If the world slows down, it will definitely have an impact on outward looking sectors, IT, to some extent pharma, metals. So the aggregate numbers surely will be weak. And if you are looking at the aggregate picture for the Nifty or the aggregate picture for the Indian market, that could be marked down. What happens in that scenario?
I agree but, I do not look at aggregate numbers, particularly the numbers coming from the commodity sector because what happens is that if you look at the say 100 stocks, and if you take out 70, 75 stocks or 70 stocks, broadly, they operate in more consistent, regular fashion in terms of growing their earnings 10 to 15%. So look at them.

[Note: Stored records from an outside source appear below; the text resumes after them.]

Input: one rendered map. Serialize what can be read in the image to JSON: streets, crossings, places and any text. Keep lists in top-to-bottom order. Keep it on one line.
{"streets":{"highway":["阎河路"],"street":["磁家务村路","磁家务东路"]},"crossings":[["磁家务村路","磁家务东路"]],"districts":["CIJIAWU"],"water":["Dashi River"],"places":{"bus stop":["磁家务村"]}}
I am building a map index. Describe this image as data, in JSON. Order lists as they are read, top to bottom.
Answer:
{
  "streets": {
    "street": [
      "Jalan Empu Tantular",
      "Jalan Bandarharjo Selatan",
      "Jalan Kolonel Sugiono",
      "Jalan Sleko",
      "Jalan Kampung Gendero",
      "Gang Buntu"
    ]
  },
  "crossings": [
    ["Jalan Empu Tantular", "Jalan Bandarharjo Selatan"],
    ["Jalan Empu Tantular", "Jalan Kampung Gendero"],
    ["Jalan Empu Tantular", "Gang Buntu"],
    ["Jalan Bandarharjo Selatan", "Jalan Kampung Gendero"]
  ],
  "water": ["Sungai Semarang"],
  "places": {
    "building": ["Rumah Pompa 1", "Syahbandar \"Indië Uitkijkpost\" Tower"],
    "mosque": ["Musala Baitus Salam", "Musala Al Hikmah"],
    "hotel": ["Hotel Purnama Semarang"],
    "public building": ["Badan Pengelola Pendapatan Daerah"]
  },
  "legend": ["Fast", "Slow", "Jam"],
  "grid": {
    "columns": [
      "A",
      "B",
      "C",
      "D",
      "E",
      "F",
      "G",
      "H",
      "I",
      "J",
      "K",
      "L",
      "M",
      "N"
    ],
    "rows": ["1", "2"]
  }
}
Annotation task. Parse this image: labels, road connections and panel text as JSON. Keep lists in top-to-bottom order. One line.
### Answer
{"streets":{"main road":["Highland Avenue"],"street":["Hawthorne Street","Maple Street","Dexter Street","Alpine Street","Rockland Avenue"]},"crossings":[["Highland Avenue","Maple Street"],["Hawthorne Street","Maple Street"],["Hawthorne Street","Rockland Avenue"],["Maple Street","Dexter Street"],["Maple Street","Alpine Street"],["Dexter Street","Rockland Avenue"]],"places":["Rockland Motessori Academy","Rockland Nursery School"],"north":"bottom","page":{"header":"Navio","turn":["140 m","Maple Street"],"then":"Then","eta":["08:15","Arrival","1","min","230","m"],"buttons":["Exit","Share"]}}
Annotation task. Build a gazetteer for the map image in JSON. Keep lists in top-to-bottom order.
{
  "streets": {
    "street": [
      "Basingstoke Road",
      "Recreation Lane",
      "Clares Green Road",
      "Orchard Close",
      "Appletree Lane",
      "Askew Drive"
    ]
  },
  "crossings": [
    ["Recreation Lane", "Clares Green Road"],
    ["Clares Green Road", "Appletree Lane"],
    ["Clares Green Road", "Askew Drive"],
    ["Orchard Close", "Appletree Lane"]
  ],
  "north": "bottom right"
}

Consumer sector broadly grows in 10-15%. IT sector broadly grows in 10-15%. Private sector financial broadly grows in that range. What changes the estimates of the consolidated or the index is that Tata Steel or Tata Motor will make $2 billion or lose $2 billion and mostly lose $2 billion and therefore, they just change the consolidated numbers of the market, but do not really bother 80% of the companies. And if you also look at it today, if you see that, Indian premium to emerging markets used to be 70%, it has now become 50%. If you see really what has happened is that the Chinese market which was down, went up a little bit and Indian relative premium to emerging markets became a bit more normal.
It was so specific, so narrow to give it these big picture things that Indian premium is high and then suddenly Indian premium is in line, just because the Chinese market went up and down. It is the same thing here. If Tata Steel or any of these commodity companies earnings get added, please note that these companies get very low multiples. Therefore, earning contributions from commodity companies should in any case make a lower impact on the index. Therefore remove commodities. Now talk ingabout IT, I do not like IT myself. So I agree with you on that.
In the event that the market would recover from here, which you do believe by year end, you know, all the dust would settle down and India would be resilient and outperform perhaps the rest of the globe. What happens to banks because if the index has to recover and cover the losses, banks because of their weightage have to perform well? And I purely ask because, , within banks, the performance of each and every cluster is just so bifurcated and divergent. What the HDFC twins are doing is completely different from what a Kotak has done, what the PSBs are doing or what an ICICI Bank and an SBI together or for that matter, IndusInd and Axis are doing.
We broadly like all of them in some form or the other, except in PSBs, we restrict our interest to State Bank of India. Relative to India, I think it is the best sector. And although it is not that I bought yesterday or day before, but this fall looks a bit unreasonable and it is just this, the macro guys or the guys who manage money in 30 countries who really do not have time to individually look at stocks, but do it more as bets on either country or sectors who are the first level will say that bank is doing badly so I must sell. But little bit a correction even I agree happens at a sector level just by these commonality of investors across markets. But I still feel most confident of banks than about consumer and third about IT.
Just a view largely on the back of this SVB fallout we are also seeing other asset classes, for instance, gold, crypto, surging, we have seen the dollar index as well being impacted. It is down now to about 103. What is your view on some of these other asset classes in light of what we have seen take place?
I do not do crypto. Gold I own myself, but that I am not doing it in a professional manner. Like I am a fund manager for equity, so I do not have much to add. But gold has in the end proven itself over the years. And it is worth it to have 10-15% in gold just as a buy and forget kind of a thing. I did this buy and forget in 2007 after the crisis of 2008, and it is lying somewhere in some physical form.